[Items from a data source]

──────────────────────────────

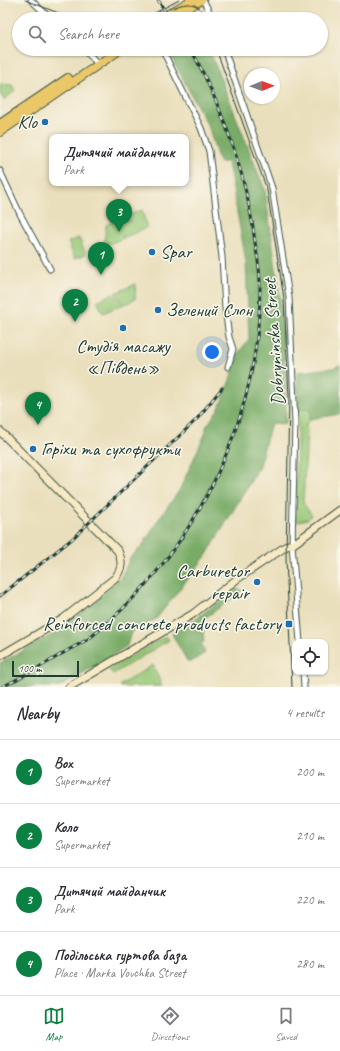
<!DOCTYPE html>
<meta charset="utf-8">
<style>
:root{--surface:#fff;--page:#f2f2f3;--text:#2b2b33;--muted:#7c7c81;--line:#e1e1e2;--accent:#0b8043}
body{margin:0;font-family:Caveat,sans-serif;background:var(--page);color:var(--text)}
.controls{position:absolute;right:12px;bottom:12px;display:grid;overflow:hidden;border-radius:8px;box-shadow:0 1px 3px #0004}
.controls button{width:36px;height:36px;display:grid;place-items:center;padding:0;border:0;border-bottom:1px solid var(--line);background:var(--surface);color:var(--text);font:20px sans-serif}
.compass{position:absolute;left:244px;top:68px;width:36px;height:36px;border-radius:50%;background:var(--surface);box-shadow:0 1px 3px #0004;rotate:89deg}
.scale{position:absolute;left:12px;bottom:10px;width:67px;box-sizing:border-box;padding-left:4px;border:2px solid #1f3d34;border-top:0;font-size:11px;line-height:14px;white-space:nowrap;color:#1f3d34;-webkit-text-stroke:3px #fbf7ec;paint-order:stroke}
.you{position:absolute;left:212px;top:352px;width:14px;height:14px;margin:-10px;border:3px solid #fff;border-radius:50%;background:#1a73e8;box-shadow:0 0 0 6px #1a73e833}
.badge{display:grid;place-items:center;width:26px;height:26px;border-radius:50%;background:var(--accent);color:#fff;font-size:13px;font-weight:700}
.pin{position:absolute;translate:-50% -33px;filter:drop-shadow(0 1px 2px #0008)}
.pin::after{content:'';position:absolute;top:21px;width:14px;height:12px;background:inherit;clip-path:polygon(0 0,100% 0,50% 100%)}
.popup{position:absolute;left:49px;top:134px;width:140px;height:52px;box-sizing:border-box;display:grid;place-content:center;border-radius:8px;background:var(--surface);filter:drop-shadow(0 1px 3px #0005);font-size:13px;white-space:nowrap;color:var(--muted)}
.popup b{font-size:15px;color:var(--text)}
.popup::after{content:'';position:absolute;left:50%;top:100%;margin-left:-8px;border:8px solid transparent;border-top-color:var(--surface)}
.list{margin:0;padding:0;list-style:none}
h2{display:flex;justify-content:space-between;align-items:center;height:52px;margin:0;padding:0 16px;font-size:17px}
h2 small{font-size:13px;font-weight:400;color:var(--muted)}
.list li{display:grid;grid-template-columns:26px 1fr auto;gap:12px;align-items:center;box-sizing:border-box;height:64px;padding:0 16px;border-top:1px solid var(--line)}
.list b{display:block;font-size:15px;white-space:nowrap}
.list p{margin:0;font-size:13px;white-space:nowrap;color:var(--muted)}
.list em{font-size:13px;font-style:normal;color:var(--muted)}
.icon{flex:none;width:22px;height:22px;fill:none;stroke:currentColor;stroke-width:2;stroke-linecap:round;stroke-linejoin:round}
.map{position:relative;flex:none;width:340px;height:687px;overflow:hidden}
.search{position:absolute;background:var(--surface);box-shadow:0 1px 3px #0004;left:12px;right:12px;top:12px;height:44px;display:flex;align-items:center;gap:10px;box-sizing:border-box;padding:0 14px;border-radius:22px;color:var(--muted);font-size:15px}
.sheet{height:308px;background:var(--surface)}
nav{display:flex;justify-content:space-around;align-items:center;box-sizing:border-box;height:56px;border-top:1px solid var(--line);background:var(--surface);font-size:11px;color:var(--muted)}
nav a{display:grid;justify-items:center;gap:2px}
nav .on{color:var(--accent)}
.map>svg:first-child{display:block}
.green{fill:#96c675;stroke:#5a8254}
.forest{fill:#78ab66;stroke:#4c744d}
.lines{fill:none;stroke-linecap:round;stroke-linejoin:round}
.minor-casing{stroke:#3d5548;stroke-width:7}
.secondary-casing{stroke:#3d5548;stroke-width:9}
.primary-casing{stroke:#3d5548;stroke-width:10}
.minor{stroke:#fff;stroke-width:5}
.secondary{stroke:#f7e9c3;stroke-width:7}
.primary{stroke:#eac769;stroke-width:8}
.tram{stroke:#1f3d34;stroke-width:1}
.rail-casing{stroke:#1f3d34;stroke-width:3}
.rail{stroke:#fbf7ec;stroke-width:1.5;stroke-dasharray:4.5;stroke-linecap:butt}
.poi-dot{fill:#1f6fb2;stroke:#fbf7ec;stroke-width:1.5}
.labels{text-anchor:middle;dominant-baseline:central;stroke-width:3;stroke-linejoin:round;paint-order:stroke}
.poi-label{font-size:19px;fill:#1f3d34;stroke:#fbf7ec;text-anchor:end}
.street-label{font-size:19px;fill:#1f3d34;stroke:#fbf7ec}
</style>
<div class="map">
<svg width="340" height="687" viewBox="0 0 340 687">
<rect width="100%" height="100%" fill="#fbf7ec"/>
<filter id="ink" filterUnits="userSpaceOnUse"><feTurbulence type="fractalNoise" baseFrequency=".025" numOctaves="2"/><feDisplacementMap in="SourceGraphic" scale="8" xChannelSelector="R" yChannelSelector="G"/><feConvolveMatrix kernelMatrix="1 2 1 2 8 2 1 2 1" color-interpolation-filters="sRGB"/></filter>
<filter id="wash" filterUnits="userSpaceOnUse"><feTurbulence type="fractalNoise" baseFrequency=".012" numOctaves="4" result="noise"/><feDisplacementMap in="SourceGraphic" scale="16" xChannelSelector="R" yChannelSelector="G"/><feGaussianBlur stdDeviation="0.9" result="paint"/><feColorMatrix in="noise" values="0 0 0 0 0 0 0 0 0 0 0 0 0 0 0 0 0 1.4 0 .05"/><feComposite in="paint" operator="in"/></filter>
<g filter="url(#wash)">
<rect width="100%" height="100%" fill="#eadfbc"/>
<g class="green">
<path d="M0 84 12 85 15 91 4 100 0 94Z"/>
<path d="M142 210 147 227 142 230 139 228 138 229 140 231 125 237 123 236 124 238 109 244 107 241V245H104L106 225 121 218 130 222 124 217Z"/>
<path d="M79 238 86 254 79 257 77 255 78 257 75 259 68 242Z"/>
<path d="M136 284 135 299 126 304 116 295 115 293Z"/>
<path d="M112 294 124 304 103 313 97 301Z"/>
<path d="M307 408 311 411 310 420 306 423 307 432 303 503 312 515 308 519 295 522 298 409Z"/>
<path d="M166 636 169 640 113 674 109 670Z"/>
<path d="M153 665 162 686 121 687 120 685Z"/>
</g>
<g class="forest">
<path d="M167 49H209L265 190 280 296 286 387V424L271 423 258 469 206 556 156 619 131 632 127 646 60 687H0V663L55 633 94 603 122 575 130 558 143 545 160 517 179 491 206 432V427L219 408 230 380 237 355 249 339 246 262 228 162H219L209 128Z"/>
<path d="M340 365V414L310 419 311 411 307 408 298 409 297 372 333 368Z"/>
<path d="M236 588 242 591 205 618 203 630 204 642H201L205 653 191 662 187 661 172 634 201 615Z"/>
</g>
</g>
<g filter="url(#ink)">
<g class="lines">
<g class="minor-casing">
<g id="minor">
<path d="M31 0 51 19"/>
<path d="M203 0 213 19"/>
<path d="M84 49 98 64"/>
<path d="M162 49 201 128 209 151 222 257 225 308 229 337 233 349 228 367"/>
<path d="M224 49 272 188 289 297 295 423 292 545 300 642"/>
<path d="M0 171 20 214 50 269"/>
<path d="M303 672 304 687"/>
</g>
</g>
<g class="secondary-casing">
<g id="secondary">
<path d="M0 431 118 551C123 562 122 569 115 578L63 619 0 656"/>
<path d="M69 687 193 614 237 579 288 545H292L340 510"/>
</g>
</g>
<g class="primary-casing">
<g id="primary">
<path d="M178 14 201 0"/>
<path d="M160 19 192 0"/>
<path d="M0 124 68 78"/>
<path d="M0 132 121 49"/>
</g>
</g>
<use href="#minor" class="minor"/>
<use href="#secondary" class="secondary"/>
<use href="#primary" class="primary"/>
<g class="tram">
<path d="M25 0 66 16 98 17 149 16 179 0"/>
<path d="M173 8C188 1 200 2 206 19"/>
<path d="M216 49 267 190 284 299 289 397 286 559 292 687"/>
</g>
<g class="rail-casing">
<g id="rail">
<path d="M158 0 170 19"/>
<path d="M0 596 72 539 197 419 222 388"/>
<path d="M2 687C24 676 44 665 65 652 73 647 83 643 91 637 196 552 261 418 260 283 260 272 258 260 256 249 248 179 224 111 191 49"/>
</g>
</g>
<use href="#rail" class="rail"/>
</g>
</g>
<g class="poi-dot">
<circle cx="45" cy="122" r="4"/>
<circle cx="152" cy="252" r="4"/>
<circle cx="158" cy="310" r="4"/>
<circle cx="123" cy="328" r="4"/>
<circle cx="33" cy="449" r="4"/>
<circle cx="257" cy="582" r="4"/>
<rect x="285" y="620" width="8" height="8" rx="2"/>
</g>
<g class="labels">
<g class="poi-label">
<text x="37" y="122">Klo</text>
<text x="160" y="252" text-anchor="start">Spar</text>
<text x="166" y="310" text-anchor="start">Зелений Слон</text>
<text x="123" y="346" text-anchor="middle">Студія масажу<tspan x="123" dy="22">«Південь»</tspan></text>
<text x="41" y="449" text-anchor="start">Горіхи та сухофрукти</text>
<text x="249" y="571">Carburetor<tspan x="249" dy="22">repair</tspan></text>
<text x="281" y="624">Reinforced concrete products factory</text>
</g>
<g class="street-label">
<text transform="translate(274 342) rotate(-94)">Dobryninska Street</text>
</g>
</g>
</svg>
<div class="controls">
<button><svg class="icon" aria-label="locate" viewBox="0 0 24 24"><circle cx="12" cy="12" r="6"/><path d="M12 2v4M12 18v4M2 12h4M18 12h4"/></svg></button>
</div>
<svg class="compass" viewBox="-18 -18 36 36"><path d="M0-13l5 13h-10z" fill="#e53935"/><path d="M0 13l5-13h-10z" fill="#7c7c81"/></svg>
<div class="scale">100 m</div>
<div class="you"></div>
<div class="pin badge" style="left:101px;top:275px">1</div>
<div class="pin badge" style="left:75px;top:322px">2</div>
<div class="pin badge" style="left:119px;top:232px">3</div>
<div class="popup"><b>Дитячий майданчик</b>Park</div>
<div class="pin badge" style="left:38px;top:425px">4</div>
<div class="search"><svg class="icon" aria-label="search" viewBox="0 0 24 24"><circle cx="10" cy="10" r="6"/><path d="M15 15l6 6"/></svg>Search here</div>
</div>
<section class="sheet">
<h2>Nearby<small>4 results</small></h2>
<ul class="list">
<li><span class="badge">1</span><div><b>Box</b><p>Supermarket</p></div><em>200 m</em></li>
<li><span class="badge">2</span><div><b>Коло</b><p>Supermarket</p></div><em>210 m</em></li>
<li><span class="badge">3</span><div><b>Дитячий майданчик</b><p>Park</p></div><em>220 m</em></li>
<li><span class="badge">4</span><div><b>Подільська гуртова база</b><p>Place · Marka Vovchka Street</p></div><em>280 m</em></li>
</ul>
</section>
<nav>
<a class="on"><svg class="icon" aria-label="map" viewBox="0 0 24 24"><path d="M3 6l6-2 6 2 6-2v14l-6 2-6-2-6 2zM9 4v14M15 6v14"/></svg>Map</a>
<a><svg class="icon" aria-label="directions" viewBox="0 0 24 24"><path d="M12 3l9 9-9 9-9-9zM9 14v-3h6M13 9l2 2-2 2"/></svg>Directions</a>
<a><svg class="icon" aria-label="saved" viewBox="0 0 24 24"><path d="M7 4h10v16l-5-4-5 4z"/></svg>Saved</a>
</nav>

──────────────────────────────

§ **What this task involves**
Copy each line above that contains the word "forest".

§ **Result for this exercise**
.forest{fill:#78ab66;stroke:#4c744d}
<g class="forest">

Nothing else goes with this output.